Mela Arin jolted awake, a sharp breath tearing from her chest. For a moment, she didn’t know where she was—only that her heart was racing as if she had been running from something she couldn’t see.
The dream clung to her.
No… not a dream.
It felt too heavy, too vivid, too real.
Morning light filtered through her curtains, painting warm golden lines across her bedroom floor, but it did nothing to calm her racing thoughts. Kael’s voice echoed in her mind, clear and urgent.
You created me.
You’re the only one who can save me.
She pressed a hand to her chest, forcing herself to breathe. Dreams didn’t speak like that. They didn’t know names. And they certainly didn’t follow you into the waking world.
Yet this one had.
As Mela moved around her room, fragments of the dream refused to fade. The faint scent of night-blooming flowers lingered near her window—flowers she had never planted, flowers she had only ever smelled in that mist-filled field. Outside, the distant hum of the city felt strangely familiar, as if she had walked its streets in another life.
Then she saw it.
A small folded note lay tucked neatly beneath her pillow.

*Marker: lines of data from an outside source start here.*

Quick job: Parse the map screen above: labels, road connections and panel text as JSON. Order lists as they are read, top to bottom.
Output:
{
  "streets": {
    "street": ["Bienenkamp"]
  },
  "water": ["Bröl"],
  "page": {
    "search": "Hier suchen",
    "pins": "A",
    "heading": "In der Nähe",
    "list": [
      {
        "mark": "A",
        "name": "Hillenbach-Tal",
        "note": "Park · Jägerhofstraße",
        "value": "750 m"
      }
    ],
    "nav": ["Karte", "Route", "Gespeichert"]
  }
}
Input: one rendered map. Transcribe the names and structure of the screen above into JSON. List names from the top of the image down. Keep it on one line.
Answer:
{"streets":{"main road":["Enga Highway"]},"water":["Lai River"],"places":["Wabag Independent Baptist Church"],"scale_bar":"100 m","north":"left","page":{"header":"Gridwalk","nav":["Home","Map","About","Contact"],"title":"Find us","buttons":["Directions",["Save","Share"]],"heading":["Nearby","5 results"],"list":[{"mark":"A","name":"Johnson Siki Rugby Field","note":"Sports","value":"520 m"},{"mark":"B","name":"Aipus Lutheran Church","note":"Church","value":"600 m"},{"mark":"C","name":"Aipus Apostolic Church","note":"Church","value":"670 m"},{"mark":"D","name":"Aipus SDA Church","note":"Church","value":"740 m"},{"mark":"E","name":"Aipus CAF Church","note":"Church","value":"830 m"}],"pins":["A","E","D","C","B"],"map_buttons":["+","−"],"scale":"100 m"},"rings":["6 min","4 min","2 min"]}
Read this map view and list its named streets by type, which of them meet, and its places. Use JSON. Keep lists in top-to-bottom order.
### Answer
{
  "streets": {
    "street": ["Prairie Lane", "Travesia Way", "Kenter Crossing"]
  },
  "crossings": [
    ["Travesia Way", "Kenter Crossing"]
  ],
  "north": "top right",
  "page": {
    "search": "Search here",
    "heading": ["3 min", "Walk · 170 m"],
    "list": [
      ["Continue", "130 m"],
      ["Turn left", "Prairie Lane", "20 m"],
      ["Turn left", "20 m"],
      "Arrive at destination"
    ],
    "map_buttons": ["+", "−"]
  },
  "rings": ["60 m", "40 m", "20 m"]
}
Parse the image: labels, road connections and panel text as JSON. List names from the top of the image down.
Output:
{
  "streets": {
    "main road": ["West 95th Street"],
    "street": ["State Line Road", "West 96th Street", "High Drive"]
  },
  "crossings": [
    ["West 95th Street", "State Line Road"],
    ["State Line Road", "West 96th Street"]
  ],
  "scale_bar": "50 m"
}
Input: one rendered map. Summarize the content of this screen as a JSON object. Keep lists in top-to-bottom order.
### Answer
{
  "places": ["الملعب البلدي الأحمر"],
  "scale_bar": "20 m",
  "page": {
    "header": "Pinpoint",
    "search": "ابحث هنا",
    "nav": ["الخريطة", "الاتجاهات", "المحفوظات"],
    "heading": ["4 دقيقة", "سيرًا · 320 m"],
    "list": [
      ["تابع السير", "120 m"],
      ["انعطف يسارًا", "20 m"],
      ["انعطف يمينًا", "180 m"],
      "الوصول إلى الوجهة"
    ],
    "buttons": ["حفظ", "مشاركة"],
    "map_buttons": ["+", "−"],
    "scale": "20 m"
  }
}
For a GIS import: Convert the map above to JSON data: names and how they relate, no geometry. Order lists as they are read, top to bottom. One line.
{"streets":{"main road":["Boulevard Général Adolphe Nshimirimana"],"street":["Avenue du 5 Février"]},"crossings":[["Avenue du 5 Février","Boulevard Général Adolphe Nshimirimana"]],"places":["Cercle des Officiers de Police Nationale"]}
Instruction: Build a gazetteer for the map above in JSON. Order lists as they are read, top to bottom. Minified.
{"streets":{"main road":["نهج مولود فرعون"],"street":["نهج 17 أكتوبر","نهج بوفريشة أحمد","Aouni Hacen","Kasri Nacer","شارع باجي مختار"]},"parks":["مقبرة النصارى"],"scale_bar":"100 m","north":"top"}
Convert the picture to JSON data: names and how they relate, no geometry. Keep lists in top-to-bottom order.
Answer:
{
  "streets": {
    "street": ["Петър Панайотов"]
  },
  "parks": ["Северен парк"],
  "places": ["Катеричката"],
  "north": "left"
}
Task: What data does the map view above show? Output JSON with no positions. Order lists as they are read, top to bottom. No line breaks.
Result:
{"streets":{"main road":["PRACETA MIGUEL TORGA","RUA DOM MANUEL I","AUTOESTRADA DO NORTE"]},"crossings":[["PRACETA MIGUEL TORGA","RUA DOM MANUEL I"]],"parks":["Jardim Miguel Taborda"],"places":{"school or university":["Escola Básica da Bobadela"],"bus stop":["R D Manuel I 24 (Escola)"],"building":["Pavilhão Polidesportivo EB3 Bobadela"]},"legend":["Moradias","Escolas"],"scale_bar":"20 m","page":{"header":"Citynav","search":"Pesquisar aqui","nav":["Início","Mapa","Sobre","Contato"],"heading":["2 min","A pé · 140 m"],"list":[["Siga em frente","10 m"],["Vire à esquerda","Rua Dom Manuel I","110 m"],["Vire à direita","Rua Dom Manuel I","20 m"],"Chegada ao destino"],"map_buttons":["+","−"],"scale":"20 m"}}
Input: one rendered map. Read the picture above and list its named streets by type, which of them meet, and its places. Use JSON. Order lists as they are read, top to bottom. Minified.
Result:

Her fingers trembled as she picked it up.
She hadn’t put it there.
Slowly, she unfolded the paper.
Meet me where dreams begin.
The handwriting was sharp and deliberate—elegant in a way that sent a chill down her spine. It was real. Solid. Undeniable.
Her gaze drifted to the wall.
The crack from the night before was gone.
No glow. No pulse. No sign it had ever existed.
Her stomach twisted.
Was I imagining things… or was reality rearranging itself?
Confusion warred with something far more dangerous—curiosity. A pull she couldn’t explain, tugging deep in her chest.
She dressed quickly, her movements automatic. Without consciously deciding to, her feet carried her toward the small café on the corner of the street.
She stopped across from it, heart pounding.
She had seen this place before.
In her dream.
In that other world, it had felt like a beginning.
The bell above the door chimed softly as she stepped inside.
And then she froze.
Kael stood near the counter.
Sunlight spilled through the window, catching in his silver-black hair, turning it almost metallic. His clothes were no longer torn, but something about him still felt wrong—or right in the wrong way. The faint shimmer of shadows clung to him, subtle enough that no one else seemed to notice.
But Mela did.
His eyes lifted and locked onto hers instantly, as if he had known the exact moment she would arrive.
“Mela,” he said softly.
Her breath hitched.
Dream and reality collided—seamless, terrifying, undeniable.
In that moment, Mela understood one thing with absolute clarity:
Whatever this was…
there was no waking up from it.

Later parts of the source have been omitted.